In questi concitati giorni di fine febbraio, ad occuparsi delle vicende ceche, che possono pesantemente condizionare la campagna elettorale, sono comunque tutte le maggiori firme del Corriere, da Alceo Valcini, ex simpatizzante fascista e corrispondente da Vienna, il cui pezzo, "Benes china la testa innanzi all'ultimatum comunista", occupa la maggior parte della prima pagina del 26 febbraio, a Giorgio Sansa ("Il sipario di ferro cala su un altro paese"), al solito Stille, tempista nel riportare i commenti della Casa Bianca sull'accaduto.
Ad occuparsi di questa drammatica vicenda il giornale prosegue per circa tre giorni, relegando in piccoli trafiletti la maggior parte delle altre notizie.
Passano, però, poco più di dieci giorni che il direttore è costretto a scendere nuovamente in campo, per commentare, con un editoriale dal titolo "La strada giusta", gli amari sviluppi della vicenda boema:
" Il cadavere sulla soglia del nuovo regime è di pessimo augurio. Dice quello che nemmeno mille articoli o cento comizi avrebbero saputo esprimere con tanta chiarezza: e cioè l'impossibilità a convivere fra democrazia e comunismo. Se c'era un uomo che, prima, aveva potuto illudersi sulla possibilità di quella coabitazione, era precisamente Jan Masaryk. Democratico e figlio di quel grande democratico che fu Tommaso Masaryk, egli non poteva ignorare che la Russia è il contrario della democrazia: e che, anzi, fu il primo Stato totalitario sul quale la Germania hitleriana e l'Italia fascista cercarono di modellarsi, senza riuscirvi completamente.
E, tuttavia, Jan Masaryk conservò l'illusione di poter difendere la democrazia nella sua patria con un Governo di coalizione, nel quale anche i comunisti erano entrati, reclamando, naturalmente, il Ministero degli Interni "[52].

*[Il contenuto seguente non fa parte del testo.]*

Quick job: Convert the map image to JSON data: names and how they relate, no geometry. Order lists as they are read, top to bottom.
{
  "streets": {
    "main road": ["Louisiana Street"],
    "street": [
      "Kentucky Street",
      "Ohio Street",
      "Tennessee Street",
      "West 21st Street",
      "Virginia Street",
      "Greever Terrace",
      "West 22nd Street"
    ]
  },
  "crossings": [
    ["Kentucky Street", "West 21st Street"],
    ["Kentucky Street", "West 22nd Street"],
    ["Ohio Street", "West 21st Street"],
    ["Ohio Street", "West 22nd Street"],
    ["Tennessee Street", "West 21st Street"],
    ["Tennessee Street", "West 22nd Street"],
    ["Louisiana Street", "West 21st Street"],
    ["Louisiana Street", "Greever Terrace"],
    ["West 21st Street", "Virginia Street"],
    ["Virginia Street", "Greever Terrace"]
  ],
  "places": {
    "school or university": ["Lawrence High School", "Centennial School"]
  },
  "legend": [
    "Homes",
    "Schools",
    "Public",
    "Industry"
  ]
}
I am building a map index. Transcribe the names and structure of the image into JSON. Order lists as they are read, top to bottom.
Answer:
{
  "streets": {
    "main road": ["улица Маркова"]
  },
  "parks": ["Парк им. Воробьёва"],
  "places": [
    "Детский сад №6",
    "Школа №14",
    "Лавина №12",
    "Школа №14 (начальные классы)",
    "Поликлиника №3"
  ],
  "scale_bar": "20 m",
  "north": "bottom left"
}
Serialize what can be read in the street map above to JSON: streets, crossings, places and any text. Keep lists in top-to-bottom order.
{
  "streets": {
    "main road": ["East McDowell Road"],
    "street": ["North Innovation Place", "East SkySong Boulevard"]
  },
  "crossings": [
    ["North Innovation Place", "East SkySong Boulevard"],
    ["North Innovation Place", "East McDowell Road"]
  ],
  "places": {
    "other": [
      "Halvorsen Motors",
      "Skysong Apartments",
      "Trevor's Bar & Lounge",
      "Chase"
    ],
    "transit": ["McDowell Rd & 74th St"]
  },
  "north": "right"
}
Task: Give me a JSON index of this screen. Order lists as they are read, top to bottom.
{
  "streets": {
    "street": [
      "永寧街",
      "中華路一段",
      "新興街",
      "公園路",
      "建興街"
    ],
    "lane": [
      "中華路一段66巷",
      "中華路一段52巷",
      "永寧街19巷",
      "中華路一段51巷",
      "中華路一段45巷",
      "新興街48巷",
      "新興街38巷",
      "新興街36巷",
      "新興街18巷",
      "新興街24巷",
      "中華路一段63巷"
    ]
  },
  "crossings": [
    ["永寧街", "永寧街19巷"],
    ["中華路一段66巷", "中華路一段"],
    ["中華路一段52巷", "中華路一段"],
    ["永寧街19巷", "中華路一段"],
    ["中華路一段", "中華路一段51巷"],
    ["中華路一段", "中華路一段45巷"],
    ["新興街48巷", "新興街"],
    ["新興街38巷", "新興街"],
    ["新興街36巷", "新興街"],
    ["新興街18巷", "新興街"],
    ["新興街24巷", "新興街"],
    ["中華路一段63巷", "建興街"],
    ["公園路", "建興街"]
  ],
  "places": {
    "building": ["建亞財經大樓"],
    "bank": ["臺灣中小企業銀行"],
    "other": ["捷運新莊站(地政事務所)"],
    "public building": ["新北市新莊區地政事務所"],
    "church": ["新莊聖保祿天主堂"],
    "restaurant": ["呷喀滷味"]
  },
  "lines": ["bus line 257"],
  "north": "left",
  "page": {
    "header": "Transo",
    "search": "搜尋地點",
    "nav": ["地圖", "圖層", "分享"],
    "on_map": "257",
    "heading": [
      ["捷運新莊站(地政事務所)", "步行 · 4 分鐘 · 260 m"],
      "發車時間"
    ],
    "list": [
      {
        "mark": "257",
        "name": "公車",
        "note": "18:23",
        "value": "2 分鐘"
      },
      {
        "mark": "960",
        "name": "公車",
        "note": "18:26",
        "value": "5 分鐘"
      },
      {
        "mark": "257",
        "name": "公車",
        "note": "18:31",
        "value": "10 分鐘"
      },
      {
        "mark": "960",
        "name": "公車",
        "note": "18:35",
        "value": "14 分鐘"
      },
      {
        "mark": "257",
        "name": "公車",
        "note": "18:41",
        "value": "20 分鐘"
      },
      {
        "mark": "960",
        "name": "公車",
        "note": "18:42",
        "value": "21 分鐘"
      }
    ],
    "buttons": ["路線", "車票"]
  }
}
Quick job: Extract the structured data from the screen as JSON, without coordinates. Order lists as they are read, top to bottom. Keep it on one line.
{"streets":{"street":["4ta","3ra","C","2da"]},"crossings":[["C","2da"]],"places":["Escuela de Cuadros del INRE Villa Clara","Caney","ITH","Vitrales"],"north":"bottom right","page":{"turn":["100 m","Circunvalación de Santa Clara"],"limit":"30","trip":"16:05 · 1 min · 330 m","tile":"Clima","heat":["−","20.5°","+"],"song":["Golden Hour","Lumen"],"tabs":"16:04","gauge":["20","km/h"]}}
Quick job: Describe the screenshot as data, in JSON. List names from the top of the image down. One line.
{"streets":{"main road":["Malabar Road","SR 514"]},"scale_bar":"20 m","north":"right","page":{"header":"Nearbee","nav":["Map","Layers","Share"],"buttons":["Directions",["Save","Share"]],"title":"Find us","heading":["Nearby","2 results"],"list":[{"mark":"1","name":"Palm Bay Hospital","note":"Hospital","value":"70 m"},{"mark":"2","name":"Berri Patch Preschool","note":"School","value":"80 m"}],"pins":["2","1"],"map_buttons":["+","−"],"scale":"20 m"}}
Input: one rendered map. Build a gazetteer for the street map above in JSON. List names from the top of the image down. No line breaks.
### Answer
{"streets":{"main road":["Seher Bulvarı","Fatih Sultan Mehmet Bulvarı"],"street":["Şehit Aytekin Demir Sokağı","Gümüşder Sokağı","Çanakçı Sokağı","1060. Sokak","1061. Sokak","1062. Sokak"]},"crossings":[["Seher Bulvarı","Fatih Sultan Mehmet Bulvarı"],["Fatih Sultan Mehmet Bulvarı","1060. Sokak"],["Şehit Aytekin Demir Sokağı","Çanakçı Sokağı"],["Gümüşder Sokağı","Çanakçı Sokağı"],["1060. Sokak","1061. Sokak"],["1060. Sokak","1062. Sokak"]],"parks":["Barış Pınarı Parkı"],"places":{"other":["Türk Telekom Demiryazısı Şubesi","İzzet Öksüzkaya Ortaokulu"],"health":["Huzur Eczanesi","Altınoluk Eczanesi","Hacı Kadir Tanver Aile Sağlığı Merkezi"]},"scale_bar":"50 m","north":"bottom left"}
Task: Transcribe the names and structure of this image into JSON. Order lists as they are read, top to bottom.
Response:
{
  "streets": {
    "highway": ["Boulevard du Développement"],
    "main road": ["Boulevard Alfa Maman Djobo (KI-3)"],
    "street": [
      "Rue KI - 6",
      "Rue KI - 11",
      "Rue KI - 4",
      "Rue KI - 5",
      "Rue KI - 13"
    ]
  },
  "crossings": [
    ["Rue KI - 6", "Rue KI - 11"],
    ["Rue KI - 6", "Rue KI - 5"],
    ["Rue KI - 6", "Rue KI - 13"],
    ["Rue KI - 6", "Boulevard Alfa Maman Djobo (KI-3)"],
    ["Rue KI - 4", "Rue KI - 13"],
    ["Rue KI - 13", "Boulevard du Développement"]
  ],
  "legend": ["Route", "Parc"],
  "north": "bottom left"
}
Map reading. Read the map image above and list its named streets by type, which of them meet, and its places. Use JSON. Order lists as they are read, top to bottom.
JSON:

"Ma nemmeno questo, si continua a leggere, bastò a mantenere indipendente, dall'ingombrante vicino, la piccola Cecoslovacchia. Il piano Marshall, prima richiesto e poi rifiutato, le sempre più opprimenti interferenze russe nella vita politica, economica e civile del paese, erano tutti segnali questi che il "ponte" tanto desiderato dal Masaryk e dal Benes era fallito. Tutte queste illusioni e questi progetti, sono ora infranti sulla pietra accanto al corpo del povero Masaryk. " Non ci possono essere mediazioni né ponti fra la democrazia e il totalitarismo. ...Non è stato l'esaurimento, non è stata l'insonnia a precipitarlo giù del quarto piano: ma l'angoscia per la spaventosa responsabilità di avere, con quel ponte, facilitata la via al conquistatore; ma il pentimento per il gran danno che alla patria e alla democrazia ne era venuto " [53].
E così come aveva fatto sul finire del precedente editoriale da lui scritto, l'Emanuel si augura che gli incerti, coloro che guardano fiduciosi l'esperimento frontista, avvertiti da questi funesti eventi, possano cambiare parere e si battano perché l'Italia non cada sotto il giogo comunista. " C'è un modo semplice e decisivo: quello di esprimere alle elezioni, fra poco più di un mese, la volontà netta e chiara che l'Italia rimanga un Paese democratico. Sono appena tre anni che essa ha riconquistato le libertà democratiche ed è da così breve tempo uscita dalla stretta del totalitarismo che ne ricorda con vivezza tutte le angosce. E sa che quelle erano ansietà attenuate rispetto al regime che Gottwald ha instaurato nella repubblica di Masaryk: dove oggi c'è già chi trova che Hitler aveva la mano più leggera. Il cadavere di Masaryk parla con una concitazione ed una eloquenza che il ministro cecoslovacco non ebbe da vivo. Lì, steso al gran bivio, ci indica la strada giusta "[54].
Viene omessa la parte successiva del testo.